Posted on Dec 23, 2016   Updated on May 25, 2021, 8:17 am CDT

President-elect Donald Trump on Friday morning called for a nuclear arms race. 

“Let it be an arms race, we will outmatch them at every pass and outlast them all,” Trump reportedly said during an off-air moment with Morning Joe‘s Mika Brzezinski.

The term arms race inherently evokes the Cold War-era nuclear arms race between the United States and the Soviet Union, which led to decades of pervasive fear of global annihilation. 

Trump’s statement comes one day after the president-elect called for the U.S. to “strengthen and expand” its nuclear capabilities until the world comes “to its senses.”

The vagueness of Trump’s tweet left many wondering whether the incoming president meant that he wanted to update U.S. nuclear capabilities—which would be a continuation of President Barack Obama‘s initiative—or if he wanted to launch us into a new age of nuclear proliferation. 

While Trump’s reported statement makes it clear that he meant the latter, statements from his team further confuse the matter.

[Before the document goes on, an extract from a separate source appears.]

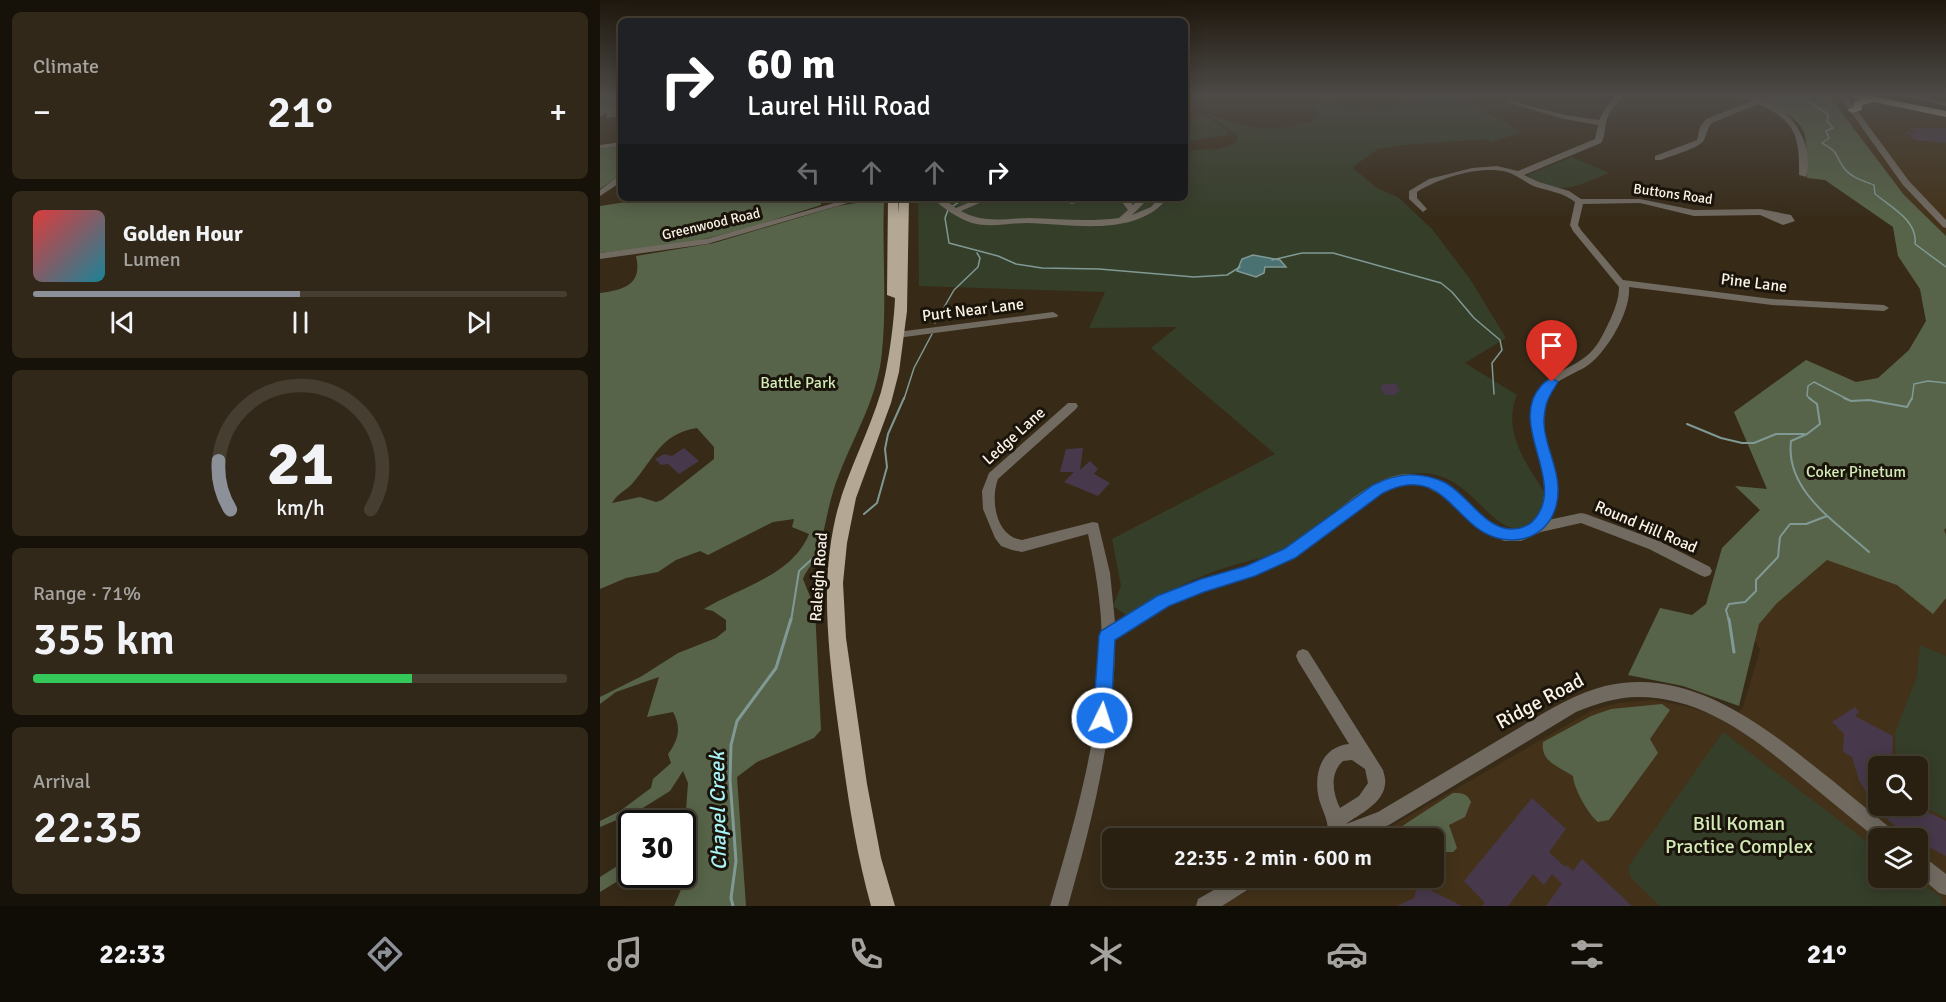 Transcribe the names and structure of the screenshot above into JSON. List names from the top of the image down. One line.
{"streets":{"main road":["Raleigh Road"],"street":["Buttons Road","Greenwood Road","Pine Lane","Purt Near Lane","Ledge Lane","Round Hill Road","Ridge Road"]},"crossings":[["Purt Near Lane","Raleigh Road"],["Ledge Lane","Round Hill Road"]],"water":["Chapel Creek"],"parks":["Battle Park","Coker Pinetum","Bill Koman Practice Complex"],"page":{"tile":["Climate",["Range · 71%","355 km"],["Arrival","22:35"]],"turn":["60 m","Laurel Hill Road"],"heat":["−","21°","+"],"song":["Golden Hour","Lumen"],"limit":"30","trip":"22:35 · 2 min · 600 m","tabs":["22:33","21°"],"gauge":["21","km/h"]}}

Jason Miller, Trump’s spokesman, told Reuters in regards to Trump’s tweet, “President-elect Trump was referring to the threat of nuclear proliferation and the critical need to prevent it—particularly to and among terrorist organizations and unstable and rogue regimes.”

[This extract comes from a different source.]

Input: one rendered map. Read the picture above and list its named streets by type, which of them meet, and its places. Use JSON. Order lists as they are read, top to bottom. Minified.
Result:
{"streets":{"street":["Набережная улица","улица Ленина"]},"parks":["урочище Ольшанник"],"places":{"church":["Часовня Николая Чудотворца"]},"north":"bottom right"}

Then, minutes after Brzezinski reported Trump’s comments, Matt Lauer at the Today Show pressed Trump’s incoming press secretary, Sean Spicer, on what the president-elect meant by his tweet.

“Other countries need to be put on notice that he is not going to sit back and allow them to undermine our safety, our sovereignty. He is going to match other countries and take action,” Spicer said. Pressed further to address Trump’s “arms race” comment, Spicer said, “There is not going to be [an arms race].

“But other countries need to be put on notice that he is not going to sit back and allow them to undermine our safety, our sovereignty,” he added. “He is going to match other countries and take action.”

Matching other countries and taking action sounds, well, like an arms race.

Russian President Vladimir Putin also called for his country to strengthen its nuclear capabilities on Thursday, echoing Trump’s statement. However, Putin told reporters on Friday that he does not wish to build new nuclear warheads and was instead calling for upgrades to the country’s systems, as Obama has already proposed for the U.S. Putin said he has no desire for an arms race.

In other news, Trump is golfing with Tiger Woods today.